Why Two 4GB GPUs Isn’t Necessarily 8GB
Why Aren’t Two 4GB GPUs Really 8GBs?
We're trying something new here at PC Perspective. Some topics are fairly difficult to explain cleanly without accompanying images. We also like to go fairly deep into specific topics, so we're hoping that we can provide educational cartoons that explain these issues.
This pilot episode is about load-balancing and memory management in multi-GPU configurations. There seems to be a lot of confusion around what was (and was not) possible with DirectX 11 and OpenGL, and even more confusion about what DirectX 12, Mantle, and Vulkan allow developers to do. It highlights three different load-balancing algorithms, and even briefly mentions what LucidLogix was attempting to accomplish almost ten years ago.
If you like it, and want to see more, please share and support us on Patreon. We're putting this out not knowing if it's popular enough to be sustainable. The best way to see more of this is to share!
Open the expanded article to see the transcript, below.
TRANSCRIPT
Crossfire and SLI allow games to load-balance across multiple GPUs. It is basically impossible to do this in OpenGL and DirectX 11 otherwise. Vulkan and DirectX 12 provide game developers with the tools to implement it themselves, but they do not address every limitation. Trade-offs always exist.
In the older APIs, OpenGL and DirectX 11, games and other applications attach geometry buffers, textures, materials, and compute tasks to the API's one, global interface.
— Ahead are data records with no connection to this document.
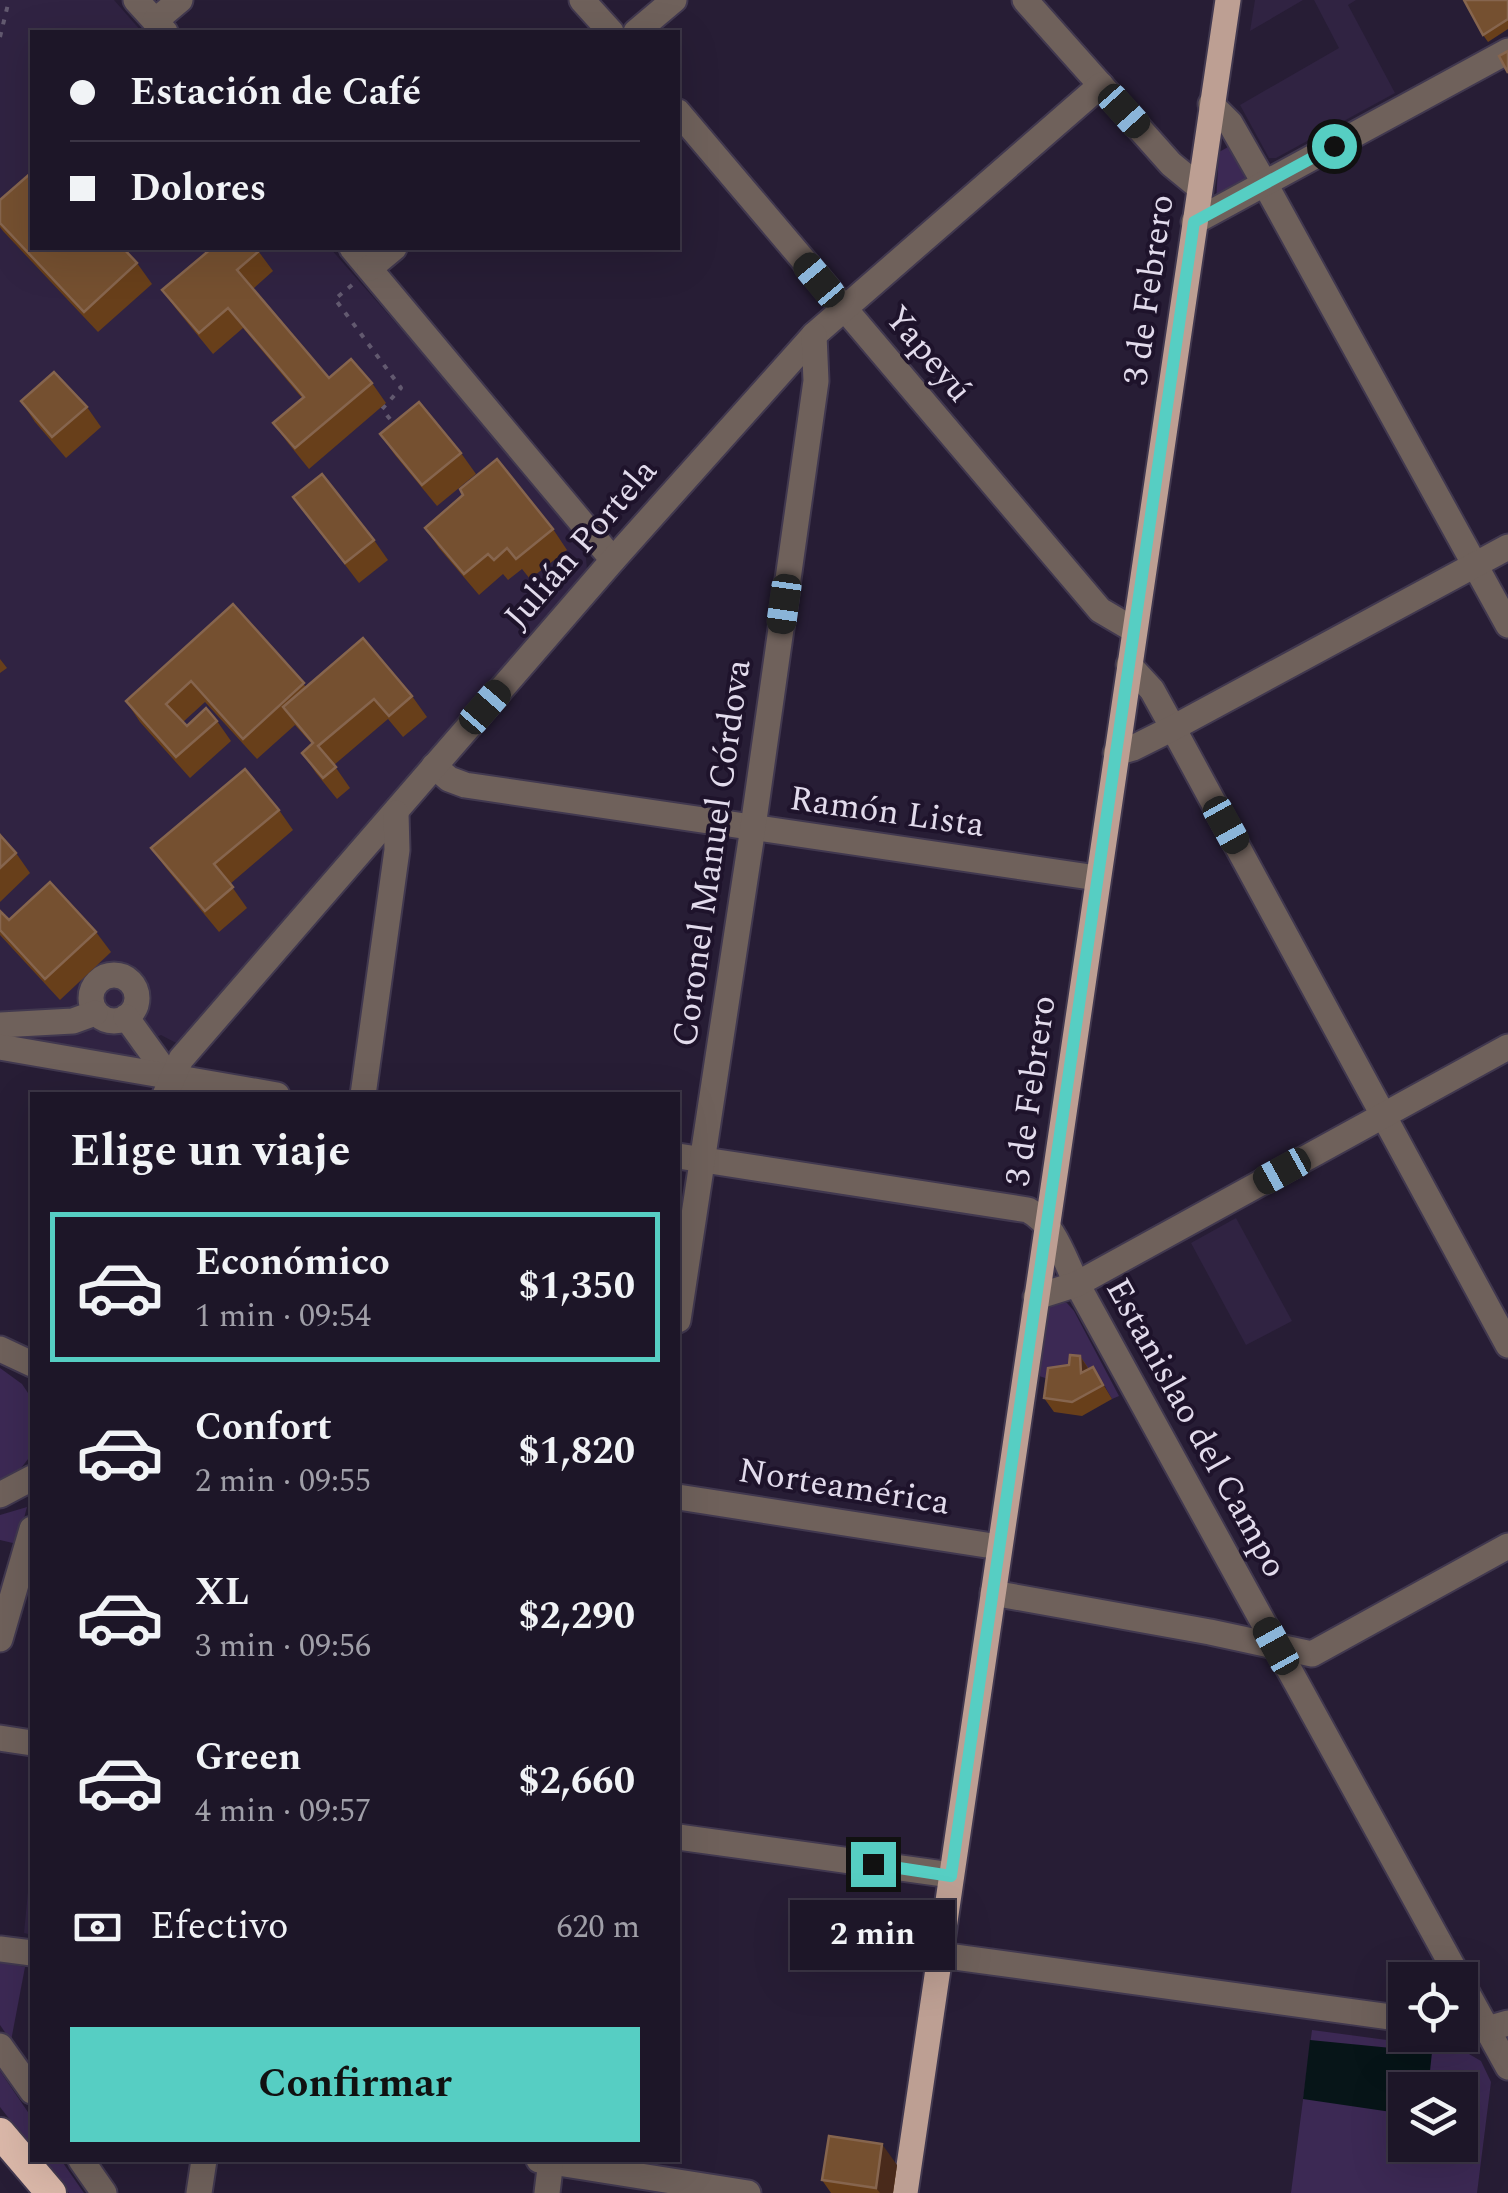 <!DOCTYPE html>
<html lang="es">
<head>
<meta charset="utf-8">
<style>
	:root { --surface:#1d1628; --page:#251f30; --text:#f1f3f6; --muted:#a09fa8; --line:#3b3545; --accent:#56cec3 }
	body { margin:0; font-family:Spectral,serif; background:var(--page); color:var(--text); height:100vh; display:flex; flex-direction:column; font-size:38px; white-space:nowrap }
	* { box-sizing:border-box; margin:0 }
	p { font-size:32px; color:var(--muted) }
	.icon { flex:none; width:55px; height:55px; fill:none; stroke:currentColor; stroke-width:2; stroke-linecap:round; stroke-linejoin:round }
	.map { position:relative; flex:1; overflow:hidden }
	.side { position:absolute; left:30px; top:1092px; width:650px; height:1070px; display:flex; flex-direction:column; background:var(--surface); border-radius:0px; box-shadow:0 10px 40px #0002,0 0 0 2px var(--line) }
	.side>* { flex:none }
	.hud { position:absolute; left:30px; top:30px; width:650px; height:220px; border-radius:0px; box-shadow:0 10px 40px #0002,0 0 0 2px var(--line); display:grid; align-content:center; height:220px; padding:0 40px; background:var(--surface) }
	.buttons { position:absolute; left:1388px; top:1962px; display:grid; gap:20px }
	.buttons a { display:grid; place-items:center; width:90px; height:90px; border-radius:0px; background:var(--surface); box-shadow:0 10px 40px #0002,0 0 0 2px var(--line); font-size:50px }
	.end { position:absolute; width:45px; height:45px; margin:-22px; border:12px solid #56cec3; background:#111; box-shadow:0 0 0 5px #111 }
	.from { border-radius:50% }
	.bubble { position:absolute; height:70px; border-radius:0px; background:var(--surface); box-shadow:0 10px 40px #0002,0 0 0 2px var(--line); font-size:32px; font-weight:700; line-height:70px; text-align:center }
	.car { position:absolute; width:30px; height:60px; margin:-30px -15px; border-radius:12px; box-shadow:0 0 8px 2px #0007; background:linear-gradient(#222 24%,#8ab4d8 0 40%,#222 0 76%,#8ab4d8 0 86%,#222 0) }
	.hud b { display:flex; align-items:center; gap:35px; height:95px; font-size:38px }
	.hud b+b { border-top:2px solid var(--line) }
	.hud i { width:25px; height:25px; background:var(--text) }
	ul { padding:0; list-style:none }
	li { display:flex; align-items:center; gap:30px; height:150px; margin:0 20px 15px; padding:0 20px; border:5px solid transparent; border-radius:0px }
	li div { flex:1 }
	li b { display:block; font-size:38px }
	li em { font-style:normal; font-weight:700 }
	li.current { border-color:var(--accent) }
	li>.icon { width:90px; height:90px; stroke-width:1.5 }
	h2 { padding:0 40px; font-size:45px; line-height:120px }
	.pay { display:flex; align-items:center; gap:25px; height:110px; padding:0 40px; font-size:38px }
	.pay p { margin-inline-start:auto }
	.action { display:flex; gap:20px; margin-top:auto; padding:20px 40px }
	.action a { flex:1; height:115px; border-radius:0px; background:var(--accent); color:#111; font-size:40px; font-weight:700; line-height:115px; text-align:center }
	.map>svg:first-child { display:block }
</style>
</head>
<body>
<div class="map">
<svg width="1508" height="2193" viewBox="0 0 1508 2193">
	<rect width="100%" height="100%" fill="#271d35"/>
	<g fill="#302342">
		<polygon points="0,0 114,0 142,32 32,32 32,248 330,248 584,538 587,569 425,760 178,1044 161,1035 139,1045 133,1061 0,1038"/>
		<polygon points="1255,0 1303,0 1250,31"/>
		<polygon points="1314,0 1356,0 1348,5 1395,93 1276,158 1269,158 1240,105 1339,48"/>
		<polygon points="1236,1218 1292,1321 1246,1345 1191,1243"/>
		<polygon points="32,1849 32,1935 24,1933"/>
	</g>
	<g fill="#3c2954" fill-rule="evenodd">
		<polygon points="1230,146 1250,171 1248,182 1216,202 1219,152"/>
		<polygon points="1061,1302 1067,1303 1074,1311 1119,1396 1112,1399 1102,1381 1058,1382 1039,1376 1045,1314 1049,1307"/>
		<polygon points="0,1368 22,1384 32,1399 32,1454 14,1477 0,1485"/>
		<polygon points="27,1507 17,1544 0,1540 0,1515"/>
		<polygon points="0,1962 25,1967 11,2041 0,2025"/>
		<path d="M1312 2030 1462 2050 1481 2061 1491 2082 1477 2193H1291ZM1405 2090H1460V2145H1405Z"/>
		<polygon points="0,2071 32,2118 32,2148 0,2107"/>
		<polygon points="42,2160 61,2160 84,2193 69,2193"/>
	</g>
	<polygon fill="#071518" points="1310,2040 1432,2052 1428,2090 1405,2090 1405,2114 1303,2099"/>
	<g fill="none" stroke-linecap="round" stroke-linejoin="round">
		<g stroke="#41384f" stroke-width="29">
			<g id="minor">
				<polyline points="136,0 165,32"/>
				<polyline points="582,0 611,32"/>
				<polyline points="1025,0 1171,164 1199,187"/>
				<polyline points="155,21 180,0"/>
				<polyline points="636,32 674,0"/>
				<polyline points="1211,104 1230,123 1265,184 1508,625"/>
				<polyline points="678,112 1100,610 1134,630"/>
				<polyline points="1194,222 1508,51"/>
				<polyline points="352,248 613,560"/>
				<polyline points="370,268 394,248"/>
				<polyline points="1129,665 1152,690 1173,728 1508,1345"/>
				<polyline points="1116,753 1133,748 1173,728 1508,547"/>
				<polyline points="434,766 449,779 465,785 1097,878"/>
				<circle cx="114" cy="998" r="23"/>
				<polyline points="126,1017 170,1078"/>
				<polyline points="0,1025 73,1021 95,1013"/>
				<polyline points="0,1047 277,1095"/>
				<polyline points="165,1095 181,1059 613,560 814,335 1101,85"/>
				<polyline points="363,1095 397,850 396,813"/>
				<path d="M678 1156 1028 1210C1054 1223 1064 1259 1077 1284L1460 1980"/>
				<polyline points="1036,1297 1077,1284 1508,1047"/>
				<polyline points="678,1320 753,827 816,381 814,335"/>
				<polyline points="0,1349 32,1364"/>
				<polyline points="0,1495 32,1478"/>
				<polyline points="678,1497 999,1547"/>
				<polyline points="993,1593 1210,1632 1312,1654 1508,1546"/>
				<polyline points="0,1639 32,1529"/>
				<polyline points="0,1738 32,1743"/>
				<polyline points="678,1837 951,1875"/>
				<polyline points="0,1949 32,1953"/>
				<polyline points="940,1955 1405,2019"/>
				<polyline points="1460,1980 1508,2067"/>
				<polyline points="1460,2027 1487,2029 1508,2023"/>
				<polyline points="0,2046 32,2091"/>
				<polyline points="81,2160 104,2193"/>
				<polyline points="539,2160 748,2193"/>
				<polyline points="199,2193 204,2160"/>
				<polyline points="547,2193 551,2160"/>
			</g>
		</g>
		<g stroke="#41384f" stroke-width="29">
			<polyline id="major" points="905,2193 1228,0"/>
		</g>
		<g stroke="#41384f" stroke-width="34">
			<polyline id="highway" points="0,2133 51,2193"/>
		</g>
		<g stroke="#62596f" stroke-width="4" stroke-dasharray="5 8" stroke-linecap="butt">
			<polyline points="0,37 9,0"/>
			<polyline points="352,285 335,299 401,388 382,409 394,424"/>
		</g>
		<use href="#minor" stroke="#6f615b" stroke-width="25"/>
		<use href="#major" stroke="#bd9f93" stroke-width="25"/>
		<use href="#highway" stroke="#dbb8a9" stroke-width="30"/>
	</g>
	<g fill="#683f1a">
		<polygon points="1508,0 1508,29 1488,42 1483,35"/>
		<polygon points="0,200 137,263 152,284 98,332 3,231 0,227"/>
		<polygon points="256,248 273,271 253,289 329,378 372,383 386,403 309,469 288,443 273,423 302,398 243,328 213,354 177,310 162,290"/>
		<polygon points="21,401 87,407 101,427 66,458 35,422"/>
		<polygon points="380,434 461,453 476,474 437,506 395,455"/>
		<polygon points="293,497 374,540 388,560 359,583"/>
		<polygon points="425,528 553,529 567,550 530,579 522,569 508,580 503,574 479,595 439,548"/>
		<polygon points="233,604 306,687 412,696 427,717 403,737 388,719 334,765 350,788 337,799 316,773 302,753 312,744 295,725 257,759 205,702 183,722 187,726 217,721 231,741 190,778 140,722 126,701"/>
		<polygon points="0,659 7,668 0,673"/>
		<polygon points="279,810 293,830 230,884 247,908 219,932 166,868 151,848"/>
		<polygon points="0,835 16,853 30,873 0,902"/>
		<polygon points="0,911 9,920 96,932 111,952 60,1000 0,935"/>
		<polygon points="1080,1356 1089,1369 1093,1367 1112,1399 1082,1416 1054,1412 1044,1398 1069,1365"/>
		<polygon points="897,2165 893,2193 831,2193 822,2180"/>
	</g>
	<g fill="#492a1b">
		<polygon points="1080,1356 1089,1370 1081,1373"/>
		<polygon points="882,2144 897,2165 893,2193 880,2193 876,2188"/>
	</g>
	<g fill="#755030" stroke="#86654e" stroke-width="2.5">
		<polygon points="1464,0 1508,0 1508,19 1483,35"/>
		<polygon points="1508,51 1508,73 1499,56"/>
		<polygon points="32,172 32,248 123,248 137,263 84,312 0,223 0,200"/>
		<polygon points="212,248 256,248 259,251 237,270 329,378 351,359 372,383 295,448 273,423 304,397 228,308 199,333 162,290"/>
		<polygon points="54,372 87,407 52,437 21,401"/>
		<polygon points="419,402 461,453 422,485 380,434"/>
		<polygon points="497,459 553,529 516,559 507,548 494,560 488,554 464,574 425,528 463,495 460,489"/>
		<polygon points="322,474 374,540 345,563 293,497"/>
		<polygon points="233,604 304,683 243,739 191,681 166,704 187,726 206,708 217,721 176,757 126,701"/>
		<polygon points="363,638 412,696 389,716 374,699 318,746 336,767 323,778 302,753 313,743 283,707"/>
		<polygon points="245,769 279,810 214,864 233,887 205,911 151,848"/>
		<polygon points="0,835 16,853 0,868"/>
		<polygon points="50,882 96,932 45,979 0,930 0,911 9,920"/>
		<polygon points="1070,1355 1080,1356 1081,1373 1093,1367 1103,1385 1072,1402 1044,1398 1048,1368 1069,1365"/>
		<polygon points="829,2136 882,2144 876,2188 822,2180"/>
	</g>
	<g fill="none" stroke-linecap="round" stroke-linejoin="round">
		<polyline stroke="#56cec3" stroke-width="12" points="873,1864 951,1876 1194,222 1334,146"/>
	</g>
	<g text-anchor="middle" dominant-baseline="central" stroke-width="8" stroke-linejoin="round" paint-order="stroke">
		<g font-size="35" fill="#e2dbec" stroke="#1e132b">
			<text transform="translate(1149 290) rotate(-82)">3 de Febrero</text>
			<text transform="translate(928 354) rotate(50)">Yapeyú</text>
			<text transform="translate(581 544) rotate(-49)">Julián Portela</text>
			<text transform="translate(887 812) rotate(8)">Ramón Lista</text>
			<text transform="translate(712 853) rotate(-82)">Coronel Manuel Córdova</text>
			<text transform="translate(1031 1091) rotate(-82)">3 de Febrero</text>
			<text transform="translate(1196 1428) rotate(61)">Estanislao del Campo</text>
			<text transform="translate(844 1487) rotate(9)">Norteamérica</text>
		</g>
	</g>
</svg>
<div class="buttons">
<a><svg class="icon" aria-label="locate" viewBox="0 0 24 24"><circle cx="12" cy="12" r="6"/><path d="M12 2v4M12 18v4M2 12h4M18 12h4"/></svg></a>
<a><svg class="icon" aria-label="layers" viewBox="0 0 24 24"><path d="M12 4l9 5-9 5-9-5zM3 14l9 5 9-5"/></svg></a>
</div>
<i class="end from" style="left:1334px;top:146px"></i>
<i class="end" style="left:873px;top:1864px"></i>
<div class="bubble" style="left:790px;top:1900px;width:165px">2 min</div>
<i class="car" style="left:1124px;top:111px;rotate:138deg"></i>
<i class="car" style="left:819px;top:280px;rotate:320deg"></i>
<i class="car" style="left:784px;top:604px;rotate:188deg"></i>
<i class="car" style="left:485px;top:707px;rotate:41deg"></i>
<i class="car" style="left:1226px;top:825px;rotate:151deg"></i>
<i class="car" style="left:1282px;top:1171px;rotate:241deg"></i>
<i class="car" style="left:1276px;top:1646px;rotate:331deg"></i>
<div class="hud">
<b><i class="from"></i>Estación de Café</b>
<b><i></i>Dolores</b>
</div>
<section class="side">
<h2>Elige un viaje</h2>
<ul>
<li class="current"><svg class="icon" aria-label="car" viewBox="0 0 24 24"><path d="M5 17H2v-5l4-1 3-4h7l3 4 3 1v5h-3M9 17h6M6 11h13"/><circle cx="7" cy="17" r="2"/><circle cx="17" cy="17" r="2"/></svg><div><b>Económico</b><p>1 min · 09:54</p></div><em>$1,350</em></li>
<li><svg class="icon" aria-label="car" viewBox="0 0 24 24"><path d="M5 17H2v-5l4-1 3-4h7l3 4 3 1v5h-3M9 17h6M6 11h13"/><circle cx="7" cy="17" r="2"/><circle cx="17" cy="17" r="2"/></svg><div><b>Confort</b><p>2 min · 09:55</p></div><em>$1,820</em></li>
<li><svg class="icon" aria-label="car" viewBox="0 0 24 24"><path d="M5 17H2v-5l4-1 3-4h7l3 4 3 1v5h-3M9 17h6M6 11h13"/><circle cx="7" cy="17" r="2"/><circle cx="17" cy="17" r="2"/></svg><div><b>XL</b><p>3 min · 09:56</p></div><em>$2,290</em></li>
<li><svg class="icon" aria-label="car" viewBox="0 0 24 24"><path d="M5 17H2v-5l4-1 3-4h7l3 4 3 1v5h-3M9 17h6M6 11h13"/><circle cx="7" cy="17" r="2"/><circle cx="17" cy="17" r="2"/></svg><div><b>Green</b><p>4 min · 09:57</p></div><em>$2,660</em></li>
</ul>
<div class="pay"><svg class="icon" aria-label="cash" viewBox="0 0 24 24"><path d="M3 7h18v10H3z"/><circle cx="12" cy="12" r="2"/></svg>Efectivo<p>620 m</p></div>
<div class="action"><a>Confirmar</a></div>
</section>
</div>
</body>
</html>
After, a draw function is called to submit that request to the primary graphics driver. This means that work can only be split from within the driver, and only to the devices that driver controls, which prevents cross-vendor compatibility. Lucidlogix created software and hardware that pretended to be the primary graphics driver, loading GPUs from mismatched vendors behind the scenes. It never took off.
With Vulkan and DirectX 12, rather than binding data and tasks to a global state, applications assemble commands and push them onto lists. Not only does this allow multiple CPU threads to create work independently, but these lists can also point to any GPU. This is how OpenCL and other compute APIs are modeled, but Mantle was the first to extend it to graphics. Developers can load-balance GPUs by managing multiple lists with different destinations. This also means that the developer can control what each GPU stores in its memory, and ignore the data it doesn't need.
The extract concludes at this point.